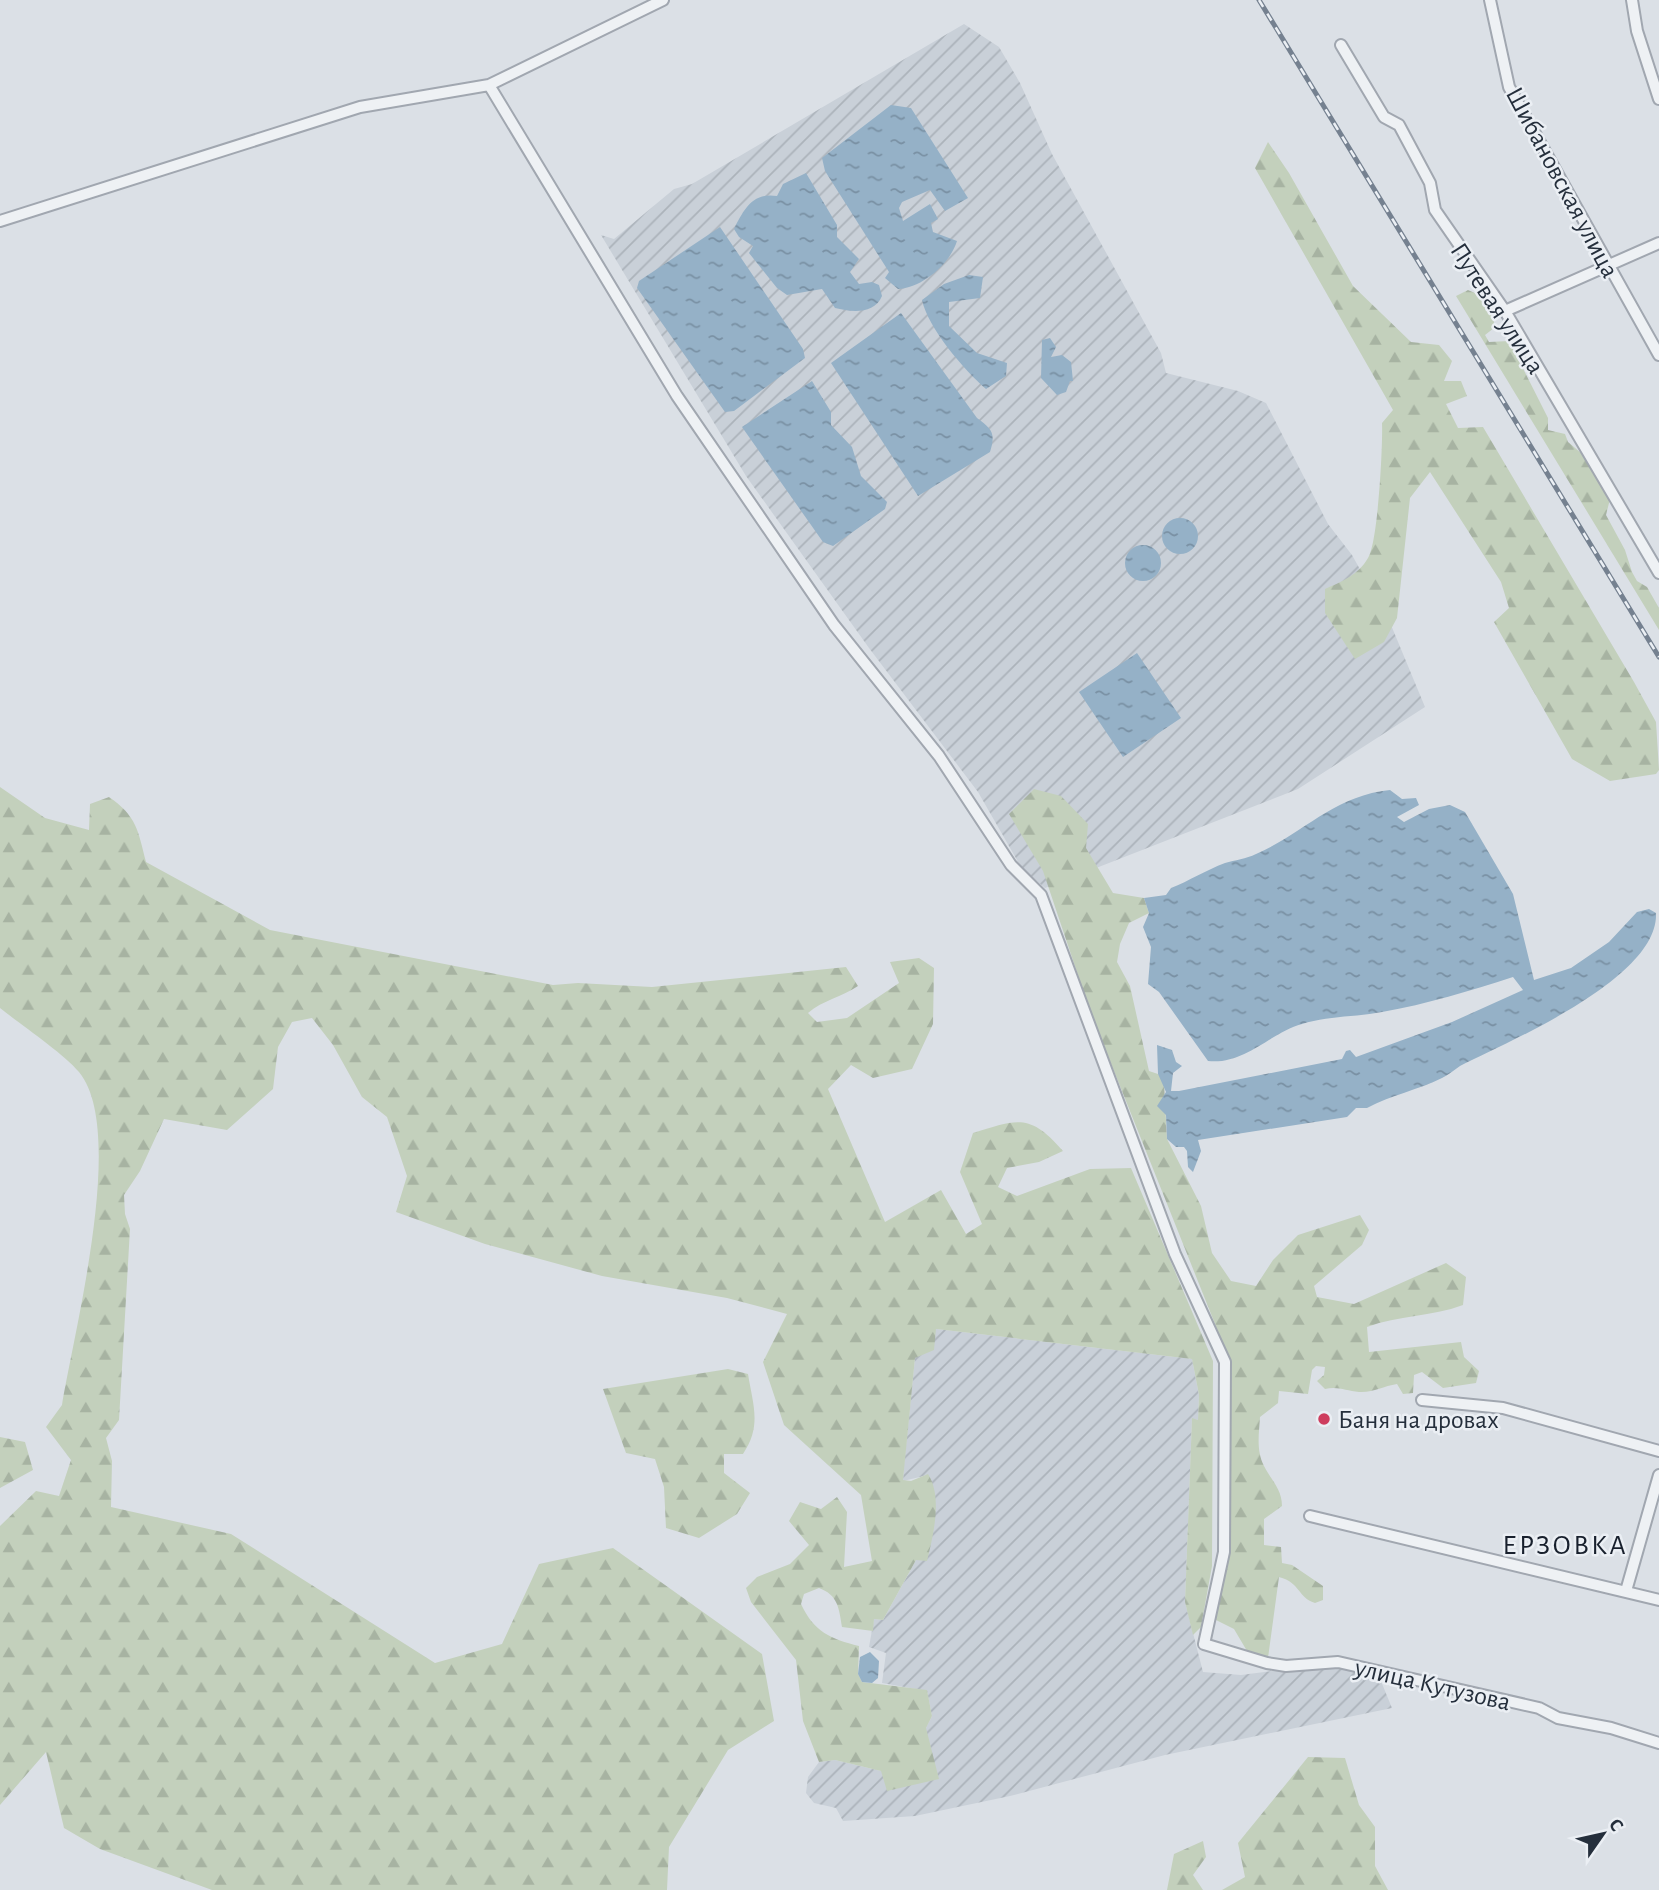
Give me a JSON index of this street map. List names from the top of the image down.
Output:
{
  "streets": {
    "street": ["Шибановская улица", "Путевая улица", "улица Кутузова"]
  },
  "districts": ["ЕРЗОВКА"],
  "places": ["Баня на дровах"],
  "north": "top right"
}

◆ **PROBLEM TO WORK ON**: What is needed is an exact output of the records above, with every picture left out.

◆ **SOLUTION FOR THIS TASK**:
Give me a JSON index of this street map. List names from the top of the image down.
Output:
{
  "streets": {
    "street": ["Шибановская улица", "Путевая улица", "улица Кутузова"]
  },
  "districts": ["ЕРЗОВКА"],
  "places": ["Баня на дровах"],
  "north": "top right"
}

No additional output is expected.